My mother, Alberta, likes having a schedule. Before her stroke, her life was highly routinized. She was always up by 5:30 a.m.–at the office by 7:30–home by 3:30–dinner was by 4:00– and at 4:30 she was always watching Judge Judy. Her nightly bath was at 6:00 and she was in bed by 7:00 p.m.
Once our mom left the inpatient rehab facility, she soon started outpatient rehab 3-4 times a week. This routine of physical therapy, occupational therapy and speech therapy was grueling– but our mother needed something to do.
I appreciated speech therapy the most. The speech pathologist was the first (and only) person who explained the nature of our mom’s stroke to us.
Frontal Lobe – Front part of the brain; involved in planning, organizing, problem solving, selective attention, personality and a variety of “higher cognitive functions” including behavior and emotions.
The speech pathologist informed us that the area of the brain where our mom had her stroke (frontal lobe) governs sequence, organization and memory. She explained that speech is more than just verbal ability. It is all about how we see ourselves in space. It was the first time anyone mentioned how the brain damage from the stroke affected how our mom perceives and misperceives herself and others in the world around her. As a result of the stroke, our mom is much more impulsive and restless. And she has no filter for her thoughts. If she thinks the food you made is bad, she will not sugar coat it. She tells it like (she thinks) it is.
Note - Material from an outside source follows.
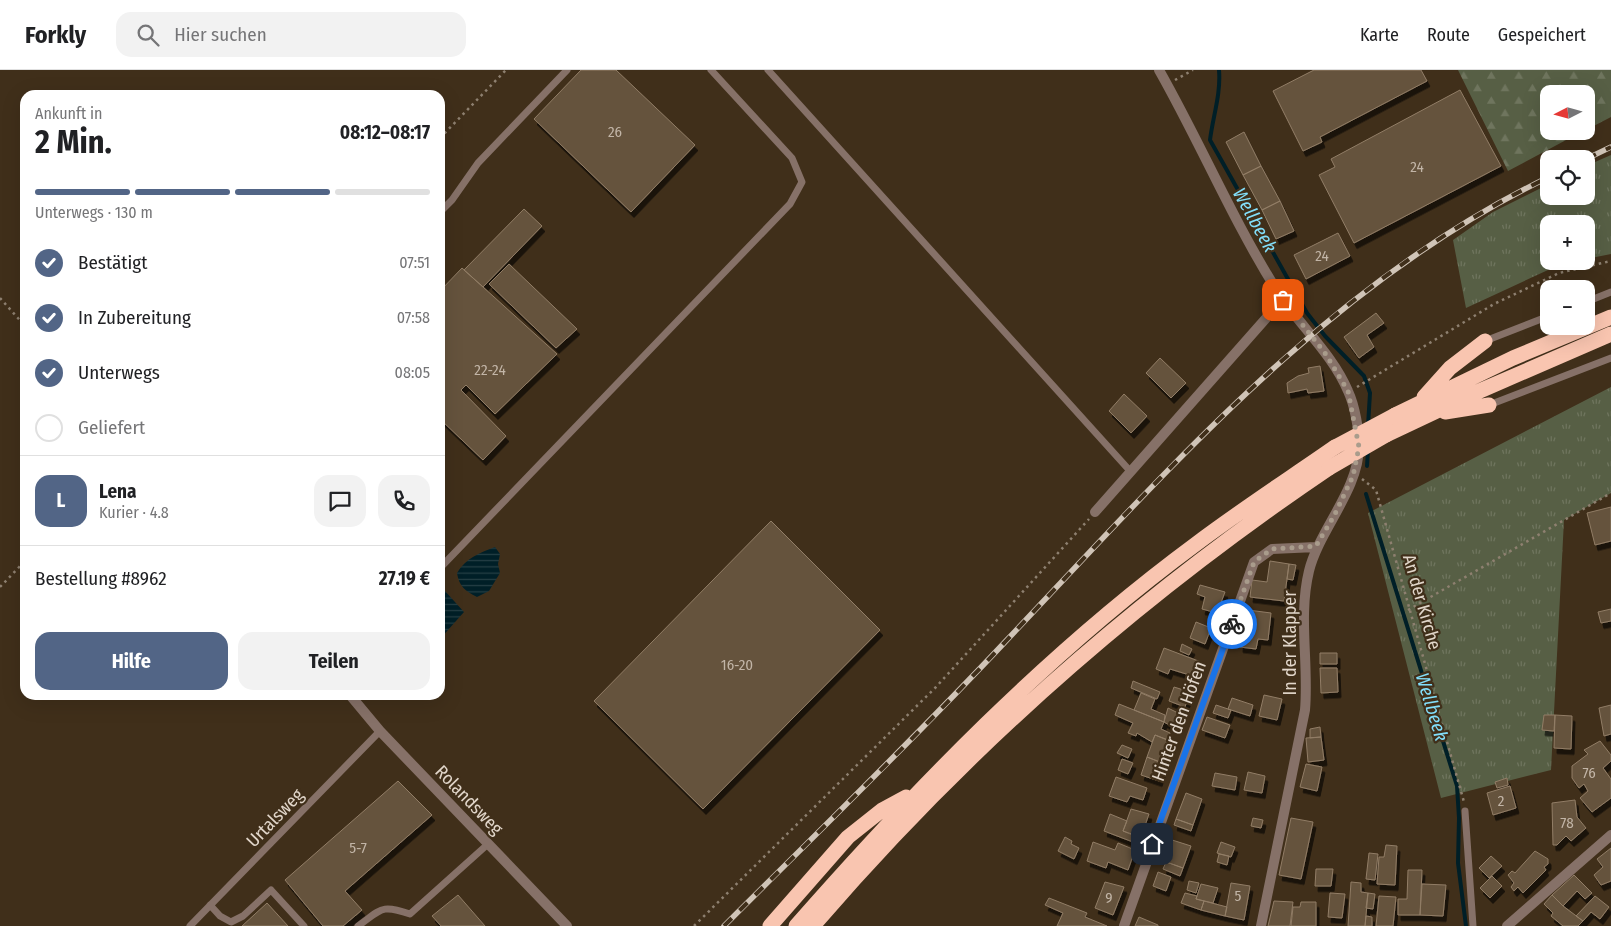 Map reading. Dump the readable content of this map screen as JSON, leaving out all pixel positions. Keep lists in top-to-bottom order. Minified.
{"streets":{"street":["In der Klapper","Hinter den Höfen","Rolandsweg"],"lane":["Urtalsweg"],"path":["An der Kirche"]},"crossings":[["An der Kirche","In der Klapper"],["In der Klapper","Hinter den Höfen"],["Rolandsweg","Urtalsweg"]],"water":["Wellbeek"],"house_numbers":["26","24","24","22-24","16-20","76","2","78","5-7","5","9"],"north":"left","page":{"header":"Forkly","search":"Hier suchen","nav":["Karte","Route","Gespeichert"],"map_buttons":["+","−"],"heading":["2 Min.","Ankunft in","08:12–08:17"],"panel":["Lena","Kurier · 4.8","Bestellung #8962","27.19 €"],"bar":"Unterwegs · 130 m","list":[["Bestätigt","07:51"],["In Zubereitung","07:58"],["Unterwegs","08:05"],"Geliefert"],"round":"L","buttons":["Hilfe","Teilen"]}}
The speech pathologist, however, gave us tools and cognitive exercises to kick-start our mom’s brain back into appropriate action. We were also encouraged to get a (paper) calendar so that our mother could anticipate her daily schedule and routine.
The speech pathologist explained that we all need awareness (a sense of ourselves in time and space) to effectively function in the world.
When our mom first started outpatient rehab she was in a wheelchair and was using a right sided hemi-walker to stand up, sit down and shuffle from place to place. Midway through rehab, our mom started using a 4 pronged cane to walk. We were also told to “ditch the wheelchair.”
When outpatient rehab (4 months) was over, the discharge advice was: Keep walking. Walking boosts brain function.